▶ **The records**
= Beginning of Section =
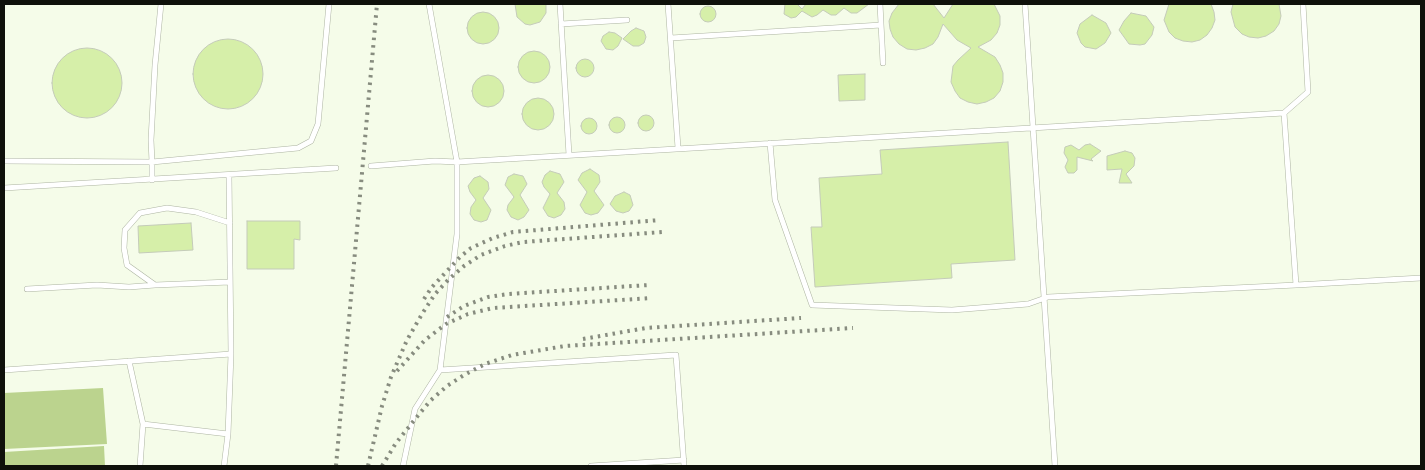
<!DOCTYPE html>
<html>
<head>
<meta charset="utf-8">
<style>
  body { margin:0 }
  #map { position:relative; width:1425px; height:470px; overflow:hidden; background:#f5fce9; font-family:"Golos Text",sans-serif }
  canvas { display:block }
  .frame { position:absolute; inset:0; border:5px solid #0f110b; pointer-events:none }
</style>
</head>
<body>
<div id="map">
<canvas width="1425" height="470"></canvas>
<div class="frame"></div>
</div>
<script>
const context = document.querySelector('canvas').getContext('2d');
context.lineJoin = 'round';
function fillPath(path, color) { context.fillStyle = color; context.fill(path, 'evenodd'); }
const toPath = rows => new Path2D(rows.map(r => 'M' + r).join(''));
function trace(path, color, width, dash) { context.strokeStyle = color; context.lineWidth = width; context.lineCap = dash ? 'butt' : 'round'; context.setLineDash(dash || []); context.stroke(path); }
fillPath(toPath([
  [103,388,107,444,4,449,4,393],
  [104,446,105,466,4,466,4,452]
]), '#bbd38e');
const building = toPath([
  [515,4,546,4,546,13,540,22,530,25,525,24,517,17,515,4],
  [785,4,797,4,802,9,806,4,869,4,857,13,851,13,844,8,836,15,831,15,823,10,817,15,812,17,802,11,796,17,791,18,784,14,785,4],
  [899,4,933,4,944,18,953,4,994,4,1000,16,1000,25,997,33,991,40,978,47,995,57,1000,65,1003,73,1003,82,1000,91,994,98,986,102,977,104,968,102,960,98,955,91,951,82,953,66,958,60,971,48,957,40,943,24,938,37,933,44,925,48,916,50,907,49,899,44,893,37,890,29,889,21,892,13,899,4],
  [1169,4,1211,4,1214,12,1215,20,1212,28,1207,35,1200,40,1192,42,1183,41,1175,38,1169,32,1164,20,1169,4],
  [1233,4,1279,4,1281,16,1279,24,1274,31,1266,36,1258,38,1249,37,1242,34,1235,27,1231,12,1233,4],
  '700 14a8 8 0 1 1 16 0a8 8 0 1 1-16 0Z',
  '467 28a16 16 0 1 1 32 0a16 16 0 1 1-32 0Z',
  [1131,13,1146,16,1154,27,1152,35,1145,44,1140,45,1129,44,1119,30,1124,21,1131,13],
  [1092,15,1106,23,1111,33,1105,43,1096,49,1085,47,1081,43,1077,33,1080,24,1092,15],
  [636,28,644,31,646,37,644,43,639,46,633,46,623,39,631,31,636,28],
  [609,32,615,33,622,38,618,46,613,50,606,49,601,41,603,36,609,32],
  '193 74a35 35 0 1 1 70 0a35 35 0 1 1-70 0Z',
  '52 83a35 35 0 1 1 70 0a35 35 0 1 1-70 0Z',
  '518 67a16 16 0 1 1 32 0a16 16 0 1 1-32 0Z',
  '576 68a9 9 0 1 1 18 0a9 9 0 1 1-18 0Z',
  [865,74,865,100,839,101,838,75,865,74],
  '472 91a16 16 0 1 1 32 0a16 16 0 1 1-32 0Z',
  '522 114a16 16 0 1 1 32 0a16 16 0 1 1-32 0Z',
  '638 123a8 8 0 1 1 16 0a8 8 0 1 1-16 0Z',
  '609 125a8 8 0 1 1 16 0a8 8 0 1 1-16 0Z',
  '581 126a8 8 0 1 1 16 0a8 8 0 1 1-16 0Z',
  [1008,142,1015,260,951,264,952,278,815,287,811,227,822,227,819,178,882,174,880,150,1008,142],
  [1090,144,1101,151,1091,159,1093,161,1077,157,1077,170,1074,173,1068,173,1065,167,1068,160,1064,153,1065,147,1071,145,1079,150,1085,145,1090,144],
  [1125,151,1132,153,1135,158,1134,166,1126,174,1132,183,1119,183,1122,169,1107,170,1107,156,1125,151],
  [590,169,599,175,600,182,594,191,604,205,598,213,591,215,585,213,580,205,587,192,578,180,582,173,590,169],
  [550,171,560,174,564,182,557,193,564,202,565,209,561,215,554,218,548,216,543,208,550,194,544,187,542,182,545,175,550,171],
  [514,174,523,176,527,184,520,195,529,210,524,217,518,220,511,217,507,210,508,205,514,197,505,185,508,177,514,174],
  [480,176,488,182,489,189,483,198,491,210,487,220,481,222,474,220,470,214,471,207,476,200,470,192,468,186,474,178,480,176],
  [624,192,630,195,633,205,629,211,623,213,616,211,610,204,615,196,624,192],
  [247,221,300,221,300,240,294,239,294,269,247,269,247,221],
  [191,223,193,250,139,253,138,226,191,223]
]);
fillPath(building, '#d6efa9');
trace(building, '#c4cbb9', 1);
const service = toPath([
  [429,4,457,162,1284,113,1296,285,1421,278],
  [560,4,569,155],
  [668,4,678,148],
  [880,4,883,63],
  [1025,4,1055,466],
  [561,24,627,20],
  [671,38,881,25],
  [1284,113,1308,92,1303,4],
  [770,143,775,200,812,305,952,310,1028,304,1048,297,1296,285],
  [4,161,152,162,151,140,155,65,161,4],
  [371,166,435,161,457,162,457,234,440,370],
  [152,180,152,162,298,148,311,141,318,124,329,4],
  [4,188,336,168],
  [230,223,196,212,167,208,140,213,125,230,124,248,127,265,155,285,230,282],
  [27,289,97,285,129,287,155,285],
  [129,361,143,424,228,434],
  [4,370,231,354,229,176],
  [140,466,143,424],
  [224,466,228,434,231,354],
  [403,466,415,409,440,370,676,355,684,466],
  [591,466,684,460]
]);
trace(service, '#adb4a2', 6);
trace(service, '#fff', 5);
trace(toPath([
  [424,299,432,287,460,257,471,248,493,238,513,232,660,220],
  [447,317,464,306,488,297,508,294,649,285],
  [583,339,646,328,801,318],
  [397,371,425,340,446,324,468,314,493,308,652,298],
  [336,466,377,4],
  [368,466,382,406,391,377,407,340,422,314,435,294,449,279,464,266,481,255,505,246,523,242,663,232],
  [382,466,396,443,416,418,430,401,447,386,464,375,485,364,512,355,565,346,853,328]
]), '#878c7f', 4, [2.5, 5]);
</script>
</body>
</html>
= End of Section =
▶ **What needs to be done**
Reading through the material above, work out how many lines include "canvas", then state that number alone.

▶ **Answer to this problem**
3